[GIVEN ENTRIES]

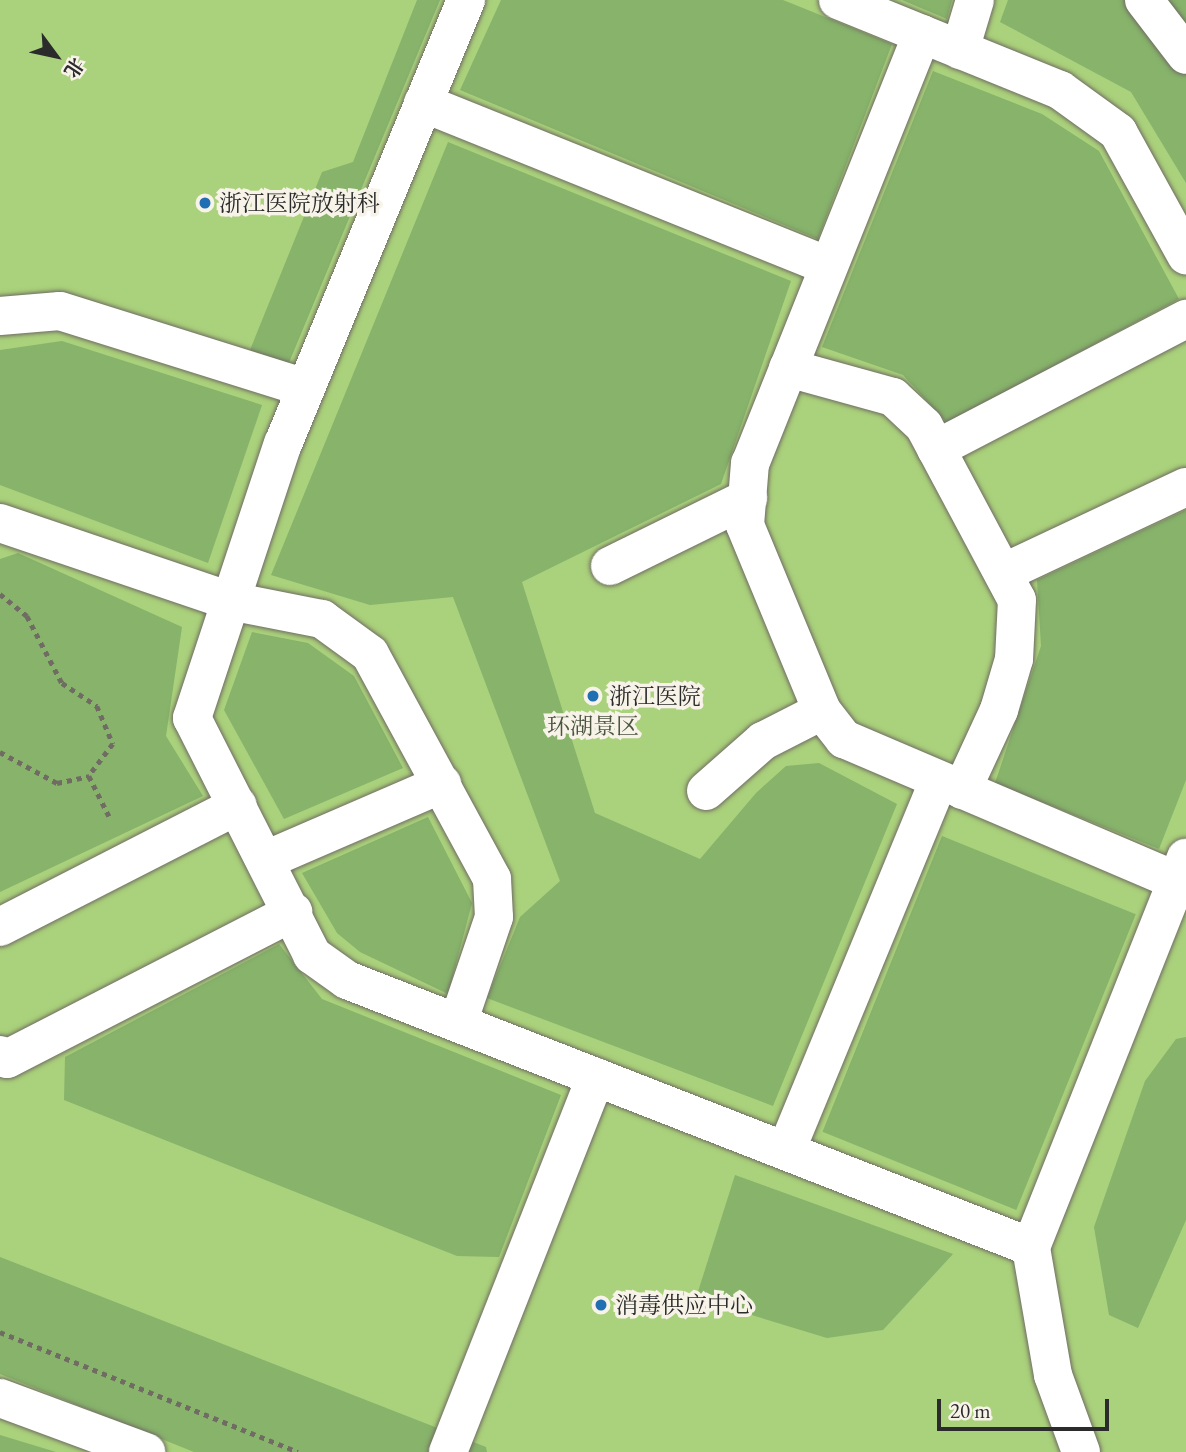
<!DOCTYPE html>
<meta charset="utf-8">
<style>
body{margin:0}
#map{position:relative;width:1186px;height:1452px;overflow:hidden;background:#efe6cc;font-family:"EB Garamond","Noto Serif SC",serif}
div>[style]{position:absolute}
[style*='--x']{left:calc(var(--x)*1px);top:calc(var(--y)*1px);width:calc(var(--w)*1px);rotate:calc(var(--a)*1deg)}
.green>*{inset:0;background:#aad17b;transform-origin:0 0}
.forest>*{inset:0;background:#87b36b;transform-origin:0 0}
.path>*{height:4.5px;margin-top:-2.25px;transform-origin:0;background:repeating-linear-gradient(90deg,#706c63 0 5px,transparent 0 10px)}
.roads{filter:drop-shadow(0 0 2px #706c63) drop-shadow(0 0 2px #706c63)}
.minor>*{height:38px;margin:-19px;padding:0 19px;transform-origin:19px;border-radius:19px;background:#fff}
.dots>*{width:19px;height:19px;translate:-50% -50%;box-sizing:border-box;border:4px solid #f7f3e8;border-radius:50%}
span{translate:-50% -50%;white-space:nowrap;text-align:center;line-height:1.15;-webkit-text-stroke:7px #f7f3e8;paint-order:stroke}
.poi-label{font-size:23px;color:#2b2b2b}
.left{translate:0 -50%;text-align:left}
.park-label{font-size:23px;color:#4b543f}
.north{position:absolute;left:21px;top:21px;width:70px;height:70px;-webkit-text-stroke:5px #f7f3e8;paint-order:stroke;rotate:123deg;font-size:19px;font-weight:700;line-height:28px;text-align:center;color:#2b2b2b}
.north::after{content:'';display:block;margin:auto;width:24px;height:32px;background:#2b2b2b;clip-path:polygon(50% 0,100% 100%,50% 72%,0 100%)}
.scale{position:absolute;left:937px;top:1399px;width:172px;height:32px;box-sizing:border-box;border:4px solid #2b2b2b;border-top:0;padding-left:9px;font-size:21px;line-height:24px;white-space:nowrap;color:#2b2b2b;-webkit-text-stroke:5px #f7f3e8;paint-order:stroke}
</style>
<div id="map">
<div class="green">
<div style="left:0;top:0;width:1186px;height:1452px"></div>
</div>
<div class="forest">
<div style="clip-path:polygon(417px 0,440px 0,288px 365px,250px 350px,322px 172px,353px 162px)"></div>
<div style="clip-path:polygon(501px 0,783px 0,892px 44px,818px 239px,460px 90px)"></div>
<div style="clip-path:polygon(902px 0,952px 0,947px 19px)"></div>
<div style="clip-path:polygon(1008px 0,1186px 0,1186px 183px,1131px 92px,1000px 22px)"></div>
<div style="clip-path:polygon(933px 71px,1042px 114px,1099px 151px,1179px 299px,947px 423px,903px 375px,822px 347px)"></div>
<div style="clip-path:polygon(448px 142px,791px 281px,721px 484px,522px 582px,595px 813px,700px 859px,756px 793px,786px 766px,819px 763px,897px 804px,773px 1106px,487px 998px,520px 917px,560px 881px,453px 597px,370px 605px,271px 575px)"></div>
<div style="clip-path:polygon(62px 341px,262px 405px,208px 563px,0 485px,0 350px)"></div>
<div style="clip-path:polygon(1186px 510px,1186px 780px,1159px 849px,995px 783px,1041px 646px,1037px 580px)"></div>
<div style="clip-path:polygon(18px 553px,182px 627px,166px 736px,203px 796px,0 892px,0 559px)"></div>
<div style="clip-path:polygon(252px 632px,308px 643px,354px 676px,403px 768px,284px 819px,224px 710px)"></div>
<div style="clip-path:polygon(428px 817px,472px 903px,448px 994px,360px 952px,337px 933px,302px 873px)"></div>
<div style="left:942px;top:836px;width:209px;height:319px;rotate:22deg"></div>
<div style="clip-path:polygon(279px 944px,322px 999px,561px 1095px,499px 1257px,457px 1256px,64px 1100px,65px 1057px)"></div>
<div style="clip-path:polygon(1186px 1037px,1186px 1220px,1138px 1328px,1109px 1315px,1094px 1227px,1145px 1081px,1176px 1039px)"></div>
<div style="clip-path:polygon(735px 1175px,953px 1254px,883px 1330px,827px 1338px,696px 1298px)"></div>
<div style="clip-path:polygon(0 1257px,486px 1447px,487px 1452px,194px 1452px,0 1374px)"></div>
<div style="clip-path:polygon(0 1435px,56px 1452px,0 1452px)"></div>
</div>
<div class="path">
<div style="--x:0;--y:594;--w:35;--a:39"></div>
<div style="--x:27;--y:616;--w:76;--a:62.4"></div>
<div style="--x:62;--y:683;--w:42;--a:33.3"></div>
<div style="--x:97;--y:706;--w:41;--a:67.2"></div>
<div style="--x:113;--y:744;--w:40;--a:127"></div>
<div style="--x:0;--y:752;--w:65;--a:28.5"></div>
<div style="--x:57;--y:783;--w:33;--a:-12"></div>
<div style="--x:89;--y:776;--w:45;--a:63.4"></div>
<div style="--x:0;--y:1332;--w:321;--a:21.9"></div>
</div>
<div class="roads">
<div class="minor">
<div style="--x:466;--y:0;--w:479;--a:112.4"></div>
<div style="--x:283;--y:443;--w:290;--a:108.3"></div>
<div style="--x:192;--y:718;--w:266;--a:63.1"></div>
<div style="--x:312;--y:955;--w:43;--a:35.5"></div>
<div style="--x:347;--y:980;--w:734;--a:21.32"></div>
<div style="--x:838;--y:0;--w:240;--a:22.1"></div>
<div style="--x:1060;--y:90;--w:72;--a:35.9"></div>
<div style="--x:1118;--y:132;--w:141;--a:61.1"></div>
<div style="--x:1144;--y:0;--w:69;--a:52.6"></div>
<div style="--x:922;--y:34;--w:462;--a:111.8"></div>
<div style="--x:750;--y:463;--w:62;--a:94.6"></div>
<div style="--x:745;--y:525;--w:201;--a:67.5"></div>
<div style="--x:822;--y:711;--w:36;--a:52"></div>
<div style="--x:844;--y:739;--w:362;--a:23.1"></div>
<div style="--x:960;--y:50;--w:52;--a:-73.3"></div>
<div style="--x:423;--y:103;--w:437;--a:21.9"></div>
<div style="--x:0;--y:316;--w:60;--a:-4.8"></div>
<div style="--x:60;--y:311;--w:257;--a:17.4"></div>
<div style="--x:788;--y:368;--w:109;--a:15.4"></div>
<div style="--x:893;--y:397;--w:42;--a:43.1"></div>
<div style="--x:924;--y:426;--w:197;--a:61.9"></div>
<div style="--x:1017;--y:600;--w:59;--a:92.9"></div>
<div style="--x:1014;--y:659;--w:53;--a:106.4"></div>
<div style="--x:999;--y:710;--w:88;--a:114.8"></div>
<div style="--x:936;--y:449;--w:282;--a:-27.5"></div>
<div style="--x:0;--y:523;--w:243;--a:18.7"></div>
<div style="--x:230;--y:601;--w:94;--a:11.1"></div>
<div style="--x:322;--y:619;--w:59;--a:36.1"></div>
<div style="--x:370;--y:654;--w:256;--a:61.5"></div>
<div style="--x:492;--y:879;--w:38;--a:87"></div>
<div style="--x:494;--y:917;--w:112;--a:108.8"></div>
<div style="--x:610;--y:566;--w:154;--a:-26.2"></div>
<div style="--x:1003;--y:573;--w:202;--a:-25.2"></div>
<div style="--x:706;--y:791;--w:76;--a:-41.3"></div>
<div style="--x:763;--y:741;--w:66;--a:-27"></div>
<div style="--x:266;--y:860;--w:192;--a:-23.4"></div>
<div style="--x:0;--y:927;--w:267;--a:-27.1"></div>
<div style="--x:0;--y:1055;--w:8;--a:30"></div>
<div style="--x:7;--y:1059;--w:322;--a:-27.2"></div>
<div style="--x:786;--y:1151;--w:401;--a:-67.6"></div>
<div style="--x:0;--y:1398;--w:156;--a:20.3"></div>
<div style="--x:448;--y:1452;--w:403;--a:-68.5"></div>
<div style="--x:1081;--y:1452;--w:82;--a:-110"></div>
<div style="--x:1053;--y:1375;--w:130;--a:-99.8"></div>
<div style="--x:1031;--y:1247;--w:419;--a:-68.3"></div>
</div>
</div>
<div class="dots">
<div style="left:205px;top:203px;background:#1f6fb2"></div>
<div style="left:593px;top:696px;background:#1f6fb2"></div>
<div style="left:601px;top:1305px;background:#1f6fb2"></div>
</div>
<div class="poi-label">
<span class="left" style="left:219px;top:203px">浙江医院放射科</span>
<span class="left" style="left:609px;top:696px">浙江医院</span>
<span class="left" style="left:615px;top:1305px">消毒供应中心</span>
</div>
<div class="park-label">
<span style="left:593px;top:726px">环湖景区</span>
</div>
<div class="north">北</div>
<div class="scale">20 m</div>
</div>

[/GIVEN ENTRIES]

How many lines of the entries above hold the string "inset"? Reply with the number alone.

2